§ WHAT YOU NEED TO DO:
In the entries below, find the string "Grandeza" and return each line holding it.

§ Stored items:
==========

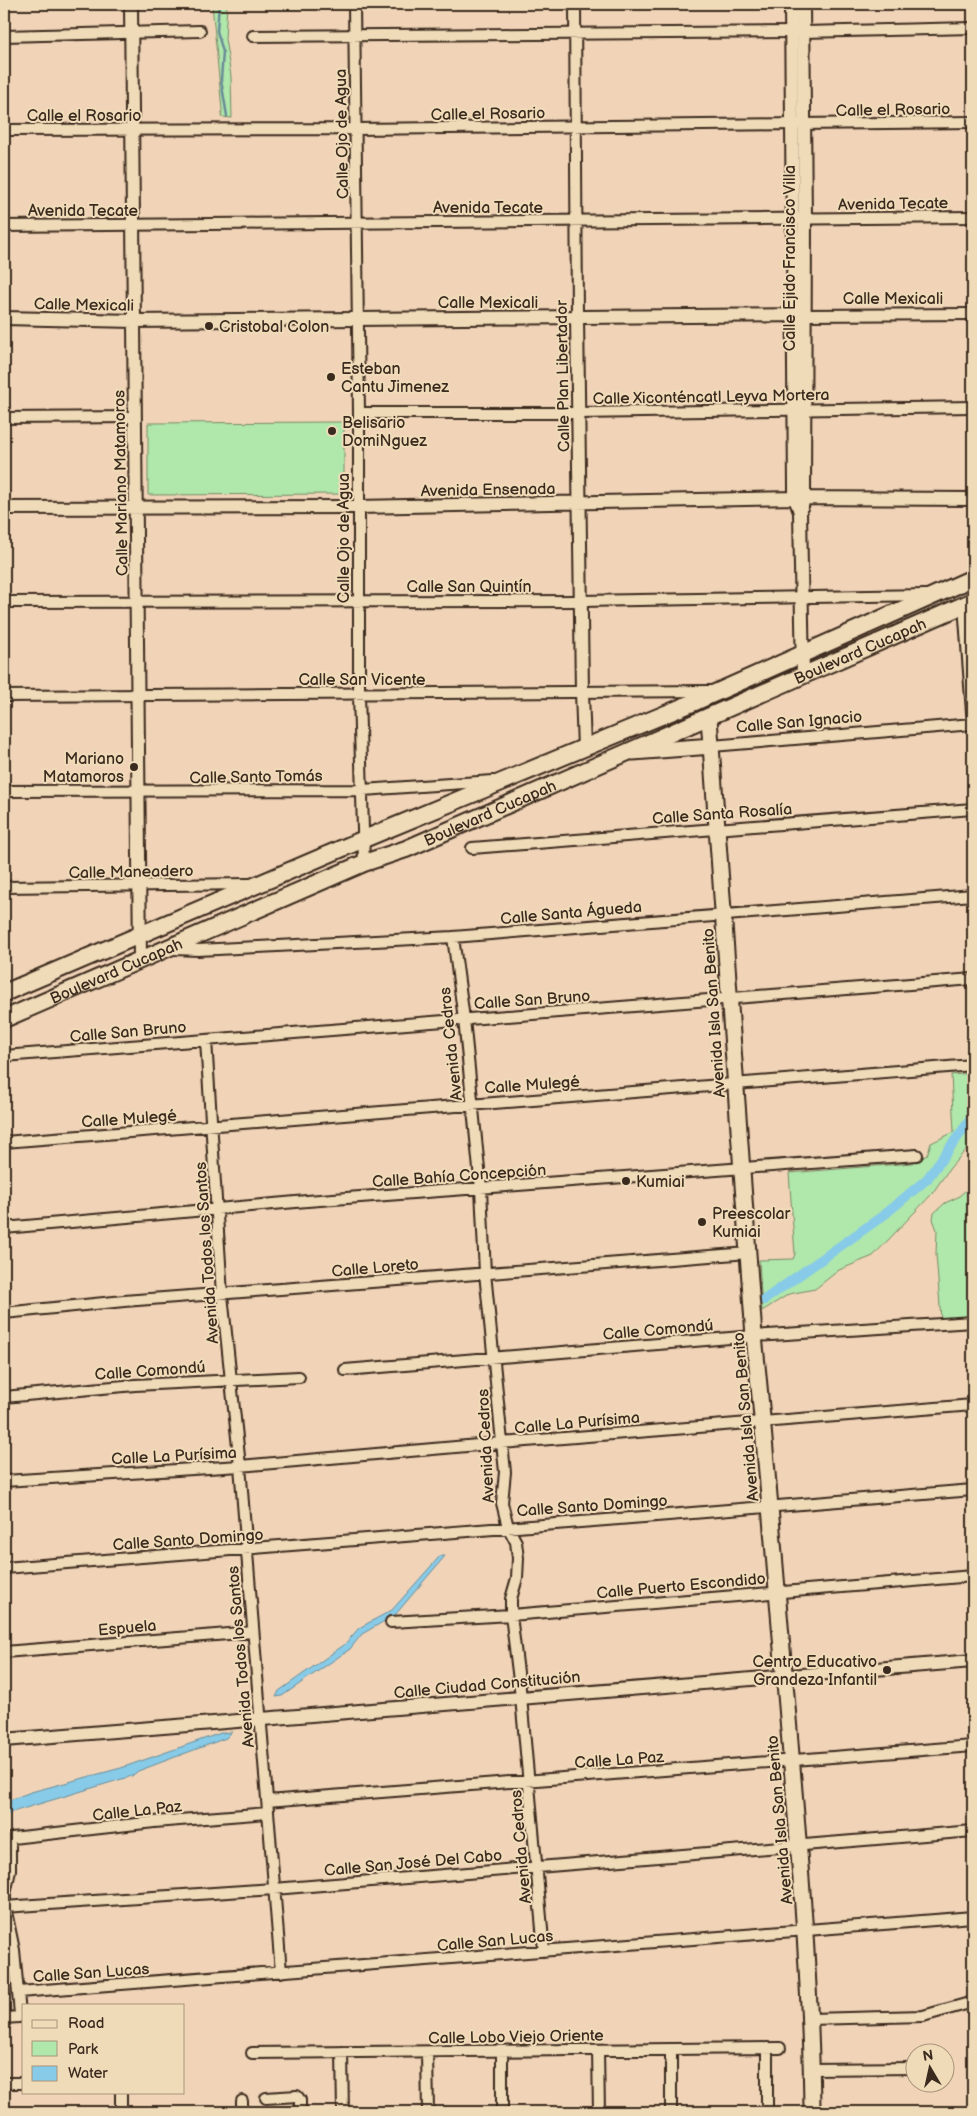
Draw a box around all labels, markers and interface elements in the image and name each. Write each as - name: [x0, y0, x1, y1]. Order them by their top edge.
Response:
- street label: Calle Ojo de Agua: [332, 69, 353, 199]
- street label: Calle el Rosario: [836, 100, 951, 121]
- street label: Calle el Rosario: [431, 104, 546, 125]
- street label: Calle el Rosario: [27, 107, 141, 126]
- street label: Calle Ejido Francisco Villa: [781, 165, 800, 351]
- street label: Avenida Tecate: [838, 194, 949, 215]
- street label: Avenida Tecate: [433, 199, 544, 218]
- street label: Avenida Tecate: [28, 202, 139, 221]
- street label: Calle Mexicali: [843, 290, 943, 309]
- street label: Calle Mexicali: [438, 294, 538, 313]
- street label: Calle Mexicali: [34, 295, 134, 316]
- street label: Calle Plan Libertador: [553, 300, 574, 452]
- place label: Cristobal Colon: [219, 318, 329, 337]
- marker: Cristobal Colon: [203, 320, 215, 332]
- place label: Esteban Cantu Jimenez: [341, 360, 449, 397]
- marker: Esteban Cantu Jimenez: [325, 371, 337, 383]
- street label: Calle Xiconténcatl Leyva Mortera: [592, 386, 830, 409]
- street label: Calle Mariano Matamoros: [110, 390, 133, 576]
- place label: Belisario DomiNguez: [342, 414, 427, 451]
- marker: Belisario DomiNguez: [326, 425, 338, 437]
- street label: Calle Ojo de Agua: [335, 473, 354, 603]
- street label: Avenida Ensenada: [420, 480, 556, 501]
- street label: Calle San Quintín: [407, 578, 531, 597]
- street label: Boulevard Cucapah: [791, 615, 930, 689]
- street label: Calle San Vicente: [298, 671, 426, 690]
- street label: Calle San Ignacio: [735, 708, 863, 737]
- place label: Mariano Matamoros: [43, 750, 124, 787]
- marker: Mariano Matamoros: [128, 761, 140, 773]
- street label: Calle Santo Tomás: [189, 767, 323, 788]
- street label: Boulevard Cucapah: [421, 776, 559, 851]
- street label: Calle Santa Rosalía: [651, 800, 793, 829]
- street label: Calle Maneadero: [68, 862, 194, 883]
- street label: Calle Santa Águeda: [499, 896, 643, 929]
- street label: Avenida Isla San Benito: [699, 928, 730, 1098]
- street label: Boulevard Cucapah: [47, 935, 186, 1009]
- street label: Avenida Cedros: [436, 986, 467, 1102]
- street label: Calle San Bruno: [473, 987, 591, 1014]
- street label: Calle San Bruno: [69, 1018, 187, 1047]
- street label: Calle Mulegé: [484, 1073, 581, 1098]
- street label: Calle Mulegé: [81, 1107, 178, 1132]
- street label: Avenida Todos los Santos: [192, 1161, 223, 1345]
- street label: Calle Bahía Concepción: [371, 1161, 547, 1192]
- place label: Kumiai: [636, 1173, 685, 1192]
- marker: Kumiai: [620, 1175, 632, 1187]
- place label: Preescolar Kumiai: [712, 1205, 791, 1242]
- marker: Preescolar Kumiai: [696, 1216, 708, 1228]
- street label: Calle Loreto: [331, 1255, 420, 1282]
- street label: Calle Comondú: [602, 1316, 714, 1345]
- street label: Avenida Isla San Benito: [730, 1331, 763, 1502]
- street label: Calle Comondú: [94, 1358, 206, 1385]
- street label: Avenida Cedros: [474, 1388, 499, 1503]
- street label: Calle La Purísima: [514, 1409, 641, 1438]
- street label: Calle La Purísima: [111, 1444, 237, 1469]
- street label: Calle Santo Domingo: [516, 1492, 668, 1521]
- street label: Calle Santo Domingo: [112, 1526, 264, 1555]
- street label: Avenida Todos los Santos: [224, 1565, 259, 1749]
- street label: Calle Puerto Escondido: [596, 1570, 767, 1603]
- street label: Espuela: [97, 1616, 157, 1641]
- place label: Centro Educativo Grandeza Infantil: [752, 1653, 877, 1690]
- marker: Centro Educativo Grandeza Infantil: [881, 1664, 893, 1676]
- street label: Calle Ciudad Constitución: [393, 1668, 581, 1703]
- street label: Avenida Isla San Benito: [764, 1734, 797, 1905]
- street label: Calle La Paz: [574, 1748, 665, 1773]
- street label: Avenida Cedros: [507, 1789, 536, 1905]
- street label: Calle La Paz: [92, 1797, 183, 1826]
- street label: Calle San José Del Cabo: [323, 1846, 503, 1881]
- street label: Calle San Lucas: [436, 1927, 554, 1956]
- street label: Calle San Lucas: [32, 1960, 150, 1987]
- legend: [22, 2004, 185, 2094]
- text: Road: [68, 2014, 104, 2033]
- street label: Calle Lobo Viejo Oriente: [428, 2026, 604, 2049]
- text: Park: [68, 2040, 99, 2059]
- north arrow: [904, 2044, 954, 2094]
- text: N: [922, 2046, 935, 2065]
- text: Water: [68, 2064, 108, 2083]

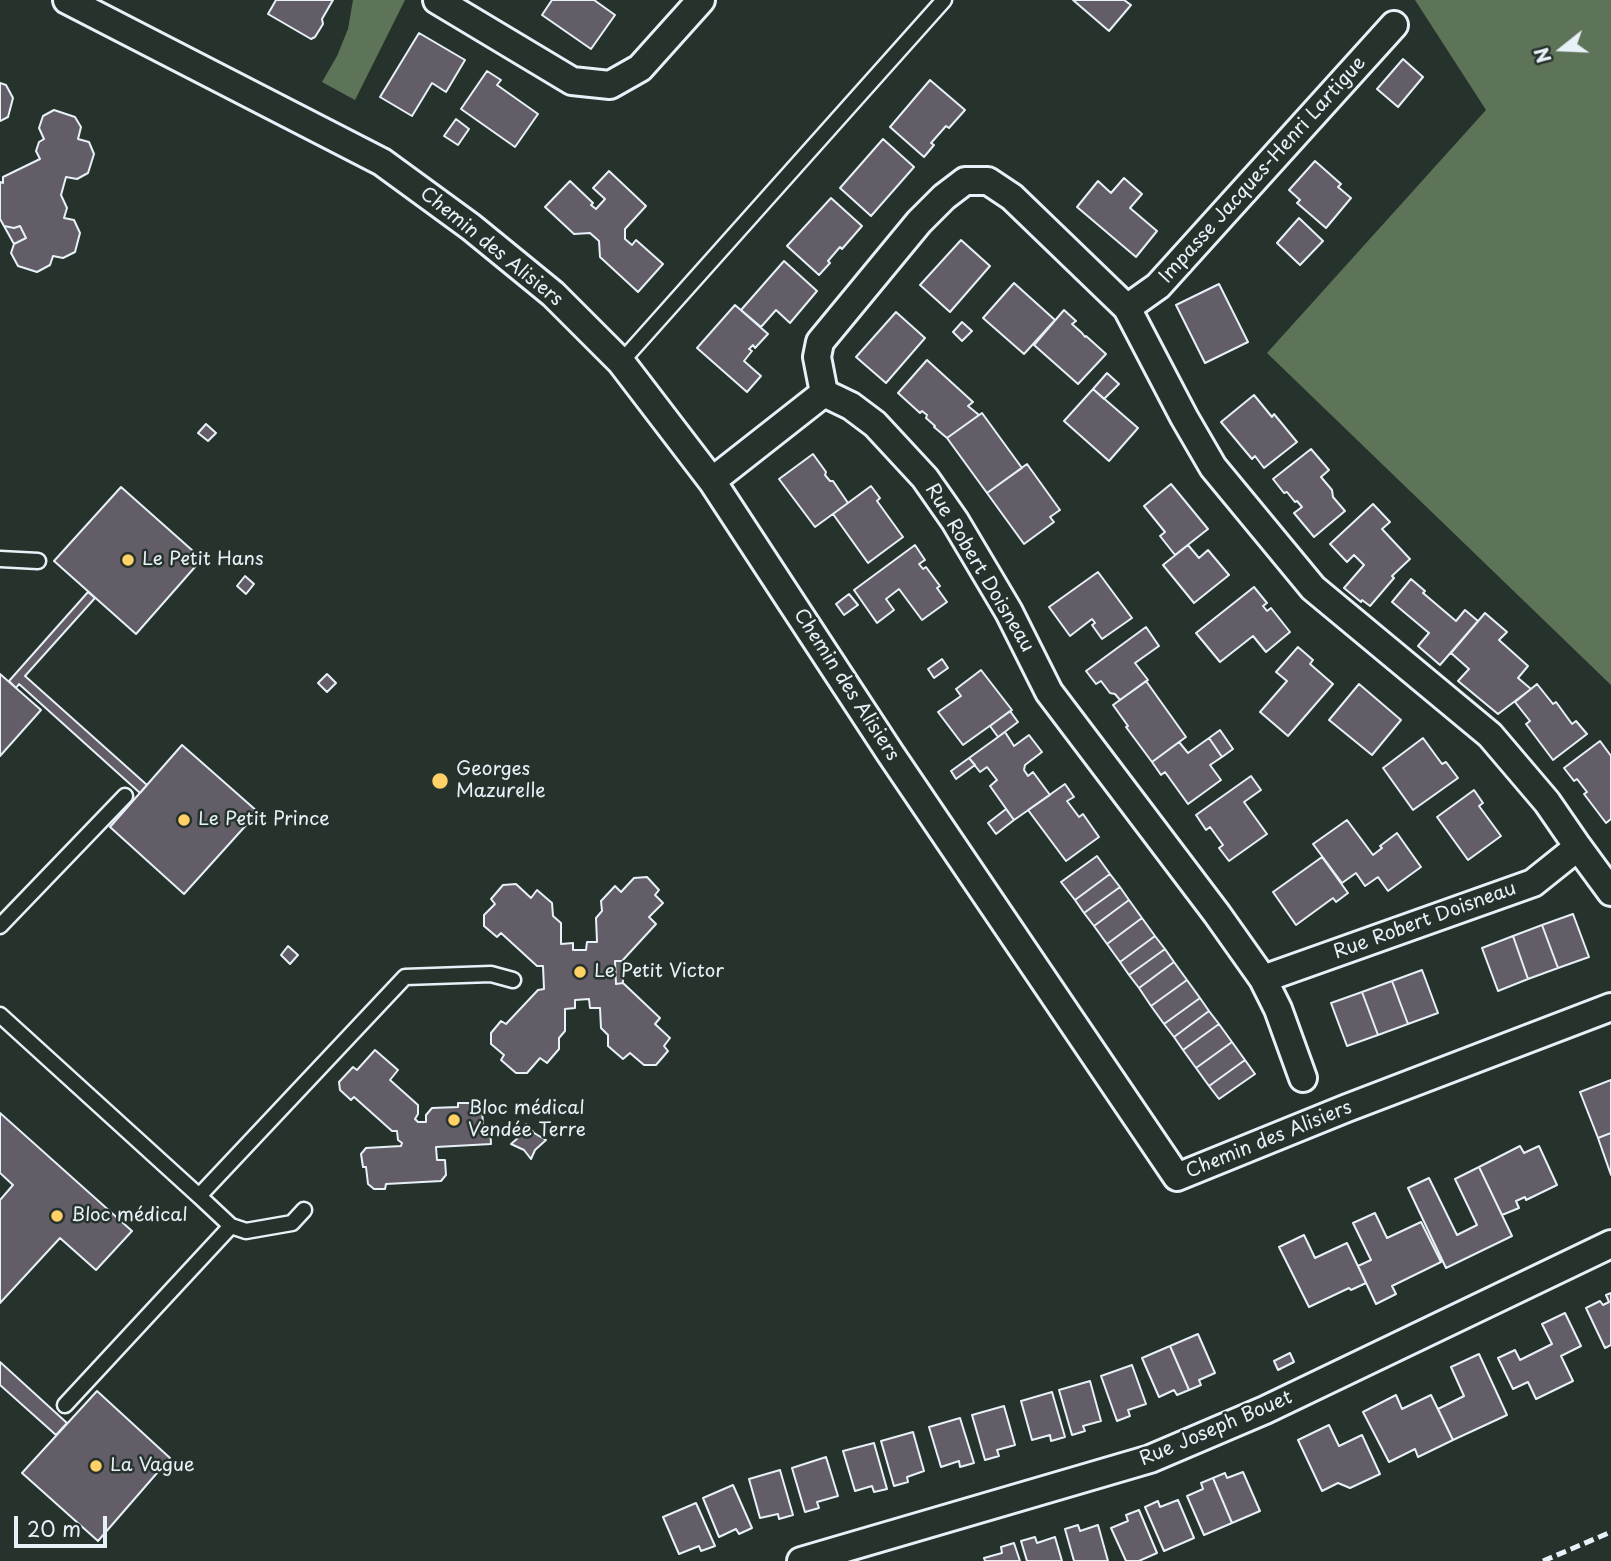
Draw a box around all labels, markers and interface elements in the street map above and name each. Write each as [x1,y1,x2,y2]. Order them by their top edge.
north arrow [1527,14,1597,84]
text: N [1526,44,1558,67]
street label: Impasse Jacques-Henri Lartigue [1155,52,1371,288]
street label: Chemin des Alisiers [415,182,567,312]
street label: Rue Robert Doisneau [920,480,1038,656]
place label: Le Petit Hans [142,549,264,571]
marker: Le Petit Hans [120,552,136,568]
street label: Chemin des Alisiers [788,605,904,765]
place label: Georges Mazurelle [456,759,546,803]
marker: Georges Mazurelle [430,771,450,791]
place label: Le Petit Prince [198,809,330,831]
marker: Le Petit Prince [176,812,192,828]
street label: Rue Robert Doisneau [1331,877,1519,965]
place label: Le Petit Victor [594,961,724,983]
marker: Le Petit Victor [572,964,588,980]
street label: Chemin des Alisiers [1183,1096,1355,1184]
place label: Bloc médical Vendée Terre [468,1098,586,1142]
marker: Bloc médical Vendée Terre [446,1112,462,1128]
place label: Bloc médical [71,1205,188,1227]
marker: Bloc médical [49,1208,65,1224]
street label: Rue Joseph Bouet [1136,1387,1296,1471]
place label: La Vague [110,1455,195,1477]
marker: La Vague [88,1458,104,1474]
scale bar [18,1502,110,1546]
text: 20 m [27,1512,81,1544]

==========

§ RESULT OF THE EXERCISE:
- place label: Centro Educativo Grandeza Infantil: [752, 1653, 877, 1690]
- marker: Centro Educativo Grandeza Infantil: [881, 1664, 893, 1676]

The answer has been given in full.